## Extracted information
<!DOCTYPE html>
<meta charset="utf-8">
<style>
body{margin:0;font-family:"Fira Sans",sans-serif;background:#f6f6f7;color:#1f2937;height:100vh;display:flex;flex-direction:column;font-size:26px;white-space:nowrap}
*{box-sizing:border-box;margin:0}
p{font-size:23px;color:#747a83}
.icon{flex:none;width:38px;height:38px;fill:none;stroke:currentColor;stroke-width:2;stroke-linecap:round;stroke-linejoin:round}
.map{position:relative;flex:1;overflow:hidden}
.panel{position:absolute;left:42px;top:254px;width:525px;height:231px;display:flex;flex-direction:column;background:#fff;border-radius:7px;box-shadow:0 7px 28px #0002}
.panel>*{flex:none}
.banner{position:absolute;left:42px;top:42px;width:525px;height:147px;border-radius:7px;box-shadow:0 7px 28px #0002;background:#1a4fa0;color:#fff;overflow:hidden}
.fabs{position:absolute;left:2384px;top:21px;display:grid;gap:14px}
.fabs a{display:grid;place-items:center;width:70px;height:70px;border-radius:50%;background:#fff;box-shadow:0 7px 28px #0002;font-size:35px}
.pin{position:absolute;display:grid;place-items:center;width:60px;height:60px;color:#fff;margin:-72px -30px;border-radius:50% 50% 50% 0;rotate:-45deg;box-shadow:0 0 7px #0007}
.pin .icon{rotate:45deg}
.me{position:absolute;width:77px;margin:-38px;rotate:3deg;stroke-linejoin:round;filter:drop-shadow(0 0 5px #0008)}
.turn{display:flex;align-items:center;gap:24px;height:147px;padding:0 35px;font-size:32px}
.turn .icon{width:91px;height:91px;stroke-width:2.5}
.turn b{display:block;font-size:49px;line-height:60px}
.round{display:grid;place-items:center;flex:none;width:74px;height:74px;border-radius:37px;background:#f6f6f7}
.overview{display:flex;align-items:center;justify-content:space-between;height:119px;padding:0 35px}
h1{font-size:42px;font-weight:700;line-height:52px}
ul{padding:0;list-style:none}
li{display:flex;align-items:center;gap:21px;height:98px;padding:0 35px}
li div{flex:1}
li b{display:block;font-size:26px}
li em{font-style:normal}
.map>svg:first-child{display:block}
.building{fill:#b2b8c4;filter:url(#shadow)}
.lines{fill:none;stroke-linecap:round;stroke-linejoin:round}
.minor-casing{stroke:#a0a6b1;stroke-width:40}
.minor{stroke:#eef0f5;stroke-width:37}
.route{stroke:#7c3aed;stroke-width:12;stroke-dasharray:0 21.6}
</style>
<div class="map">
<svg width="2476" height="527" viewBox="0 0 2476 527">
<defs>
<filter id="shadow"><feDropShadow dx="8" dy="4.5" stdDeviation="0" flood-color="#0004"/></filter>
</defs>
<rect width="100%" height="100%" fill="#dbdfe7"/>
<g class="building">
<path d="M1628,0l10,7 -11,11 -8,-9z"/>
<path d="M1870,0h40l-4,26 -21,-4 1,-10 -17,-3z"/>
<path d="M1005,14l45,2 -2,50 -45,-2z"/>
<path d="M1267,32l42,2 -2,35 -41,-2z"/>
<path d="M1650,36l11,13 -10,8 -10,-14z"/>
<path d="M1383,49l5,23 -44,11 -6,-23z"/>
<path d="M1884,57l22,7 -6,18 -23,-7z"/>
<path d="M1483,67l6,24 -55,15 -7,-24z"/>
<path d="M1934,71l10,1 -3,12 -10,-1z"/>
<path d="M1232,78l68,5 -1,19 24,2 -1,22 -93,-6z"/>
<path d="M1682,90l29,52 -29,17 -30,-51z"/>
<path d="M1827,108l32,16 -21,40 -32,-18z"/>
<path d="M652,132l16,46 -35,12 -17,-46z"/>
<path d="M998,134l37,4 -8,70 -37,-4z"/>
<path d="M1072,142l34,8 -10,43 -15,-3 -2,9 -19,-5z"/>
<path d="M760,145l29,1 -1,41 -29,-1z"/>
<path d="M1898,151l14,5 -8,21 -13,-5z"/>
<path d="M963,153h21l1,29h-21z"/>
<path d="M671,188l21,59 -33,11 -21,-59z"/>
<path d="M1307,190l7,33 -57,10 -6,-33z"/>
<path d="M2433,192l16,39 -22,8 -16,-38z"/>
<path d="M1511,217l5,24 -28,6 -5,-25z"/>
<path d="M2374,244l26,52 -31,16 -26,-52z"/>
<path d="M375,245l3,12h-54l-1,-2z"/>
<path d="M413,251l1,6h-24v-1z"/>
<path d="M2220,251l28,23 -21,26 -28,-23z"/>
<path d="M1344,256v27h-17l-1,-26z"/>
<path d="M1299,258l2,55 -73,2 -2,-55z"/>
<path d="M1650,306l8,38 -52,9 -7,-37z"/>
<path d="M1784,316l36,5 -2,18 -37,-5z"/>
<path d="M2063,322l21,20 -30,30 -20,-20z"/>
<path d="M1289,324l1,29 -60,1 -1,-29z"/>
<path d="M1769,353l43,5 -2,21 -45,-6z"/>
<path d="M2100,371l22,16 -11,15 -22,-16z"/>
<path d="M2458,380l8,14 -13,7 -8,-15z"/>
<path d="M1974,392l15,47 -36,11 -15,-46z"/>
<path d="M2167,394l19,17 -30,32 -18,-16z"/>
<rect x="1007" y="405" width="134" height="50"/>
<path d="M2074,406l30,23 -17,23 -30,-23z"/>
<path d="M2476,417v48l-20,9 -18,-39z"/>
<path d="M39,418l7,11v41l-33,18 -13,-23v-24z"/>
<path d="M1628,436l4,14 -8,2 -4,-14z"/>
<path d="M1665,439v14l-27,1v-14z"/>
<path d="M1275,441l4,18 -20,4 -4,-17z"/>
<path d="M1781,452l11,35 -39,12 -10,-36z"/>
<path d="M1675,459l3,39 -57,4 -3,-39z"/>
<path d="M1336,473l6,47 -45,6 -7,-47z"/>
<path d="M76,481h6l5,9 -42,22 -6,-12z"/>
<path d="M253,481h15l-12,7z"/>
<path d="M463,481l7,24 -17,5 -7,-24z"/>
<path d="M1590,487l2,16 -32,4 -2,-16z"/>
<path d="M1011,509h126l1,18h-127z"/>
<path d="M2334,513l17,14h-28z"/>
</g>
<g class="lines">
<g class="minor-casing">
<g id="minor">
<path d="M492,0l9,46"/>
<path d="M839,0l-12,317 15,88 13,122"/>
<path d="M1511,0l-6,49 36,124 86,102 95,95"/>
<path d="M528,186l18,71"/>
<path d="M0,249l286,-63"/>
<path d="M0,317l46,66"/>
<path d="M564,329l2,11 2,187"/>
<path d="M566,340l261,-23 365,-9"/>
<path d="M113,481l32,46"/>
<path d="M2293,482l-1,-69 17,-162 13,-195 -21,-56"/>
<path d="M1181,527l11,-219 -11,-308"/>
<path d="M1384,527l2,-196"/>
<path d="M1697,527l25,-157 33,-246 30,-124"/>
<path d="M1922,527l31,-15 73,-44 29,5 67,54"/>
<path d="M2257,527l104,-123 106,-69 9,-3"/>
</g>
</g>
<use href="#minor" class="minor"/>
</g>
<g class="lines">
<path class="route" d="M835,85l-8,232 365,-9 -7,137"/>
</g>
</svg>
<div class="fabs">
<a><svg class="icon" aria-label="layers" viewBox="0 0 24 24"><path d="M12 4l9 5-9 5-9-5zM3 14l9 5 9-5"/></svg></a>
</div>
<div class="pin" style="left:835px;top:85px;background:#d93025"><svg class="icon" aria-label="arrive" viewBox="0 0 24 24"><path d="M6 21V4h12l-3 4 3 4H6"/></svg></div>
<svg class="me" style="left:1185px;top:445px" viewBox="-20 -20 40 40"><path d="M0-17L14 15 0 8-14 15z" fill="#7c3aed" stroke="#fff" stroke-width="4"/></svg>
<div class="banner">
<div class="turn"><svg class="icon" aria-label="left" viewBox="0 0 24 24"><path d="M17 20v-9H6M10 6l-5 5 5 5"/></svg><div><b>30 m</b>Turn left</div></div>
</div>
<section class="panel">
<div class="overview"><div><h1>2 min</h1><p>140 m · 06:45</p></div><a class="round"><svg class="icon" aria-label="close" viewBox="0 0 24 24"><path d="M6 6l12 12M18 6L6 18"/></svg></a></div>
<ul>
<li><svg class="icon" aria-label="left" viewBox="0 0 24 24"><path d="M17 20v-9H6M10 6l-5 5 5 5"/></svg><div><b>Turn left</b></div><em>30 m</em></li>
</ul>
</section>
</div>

## Task objective
Please go through the data above and copy every line that has the word "position".

## Solution for this problem
.map{position:relative;flex:1;overflow:hidden}
.panel{position:absolute;left:42px;top:254px;width:525px;height:231px;display:flex;flex-direction:column;background:#fff;border-radius:7px;box-shadow:0 7px 28px #0002}
.banner{position:absolute;left:42px;top:42px;width:525px;height:147px;border-radius:7px;box-shadow:0 7px 28px #0002;background:#1a4fa0;color:#fff;overflow:hidden}
.fabs{position:absolute;left:2384px;top:21px;display:grid;gap:14px}
.pin{position:absolute;display:grid;place-items:center;width:60px;height:60px;color:#fff;margin:-72px -30px;border-radius:50% 50% 50% 0;rotate:-45deg;box-shadow:0 0 7px #0007}
.me{position:absolute;width:77px;margin:-38px;rotate:3deg;stroke-linejoin:round;filter:drop-shadow(0 0 5px #0008)}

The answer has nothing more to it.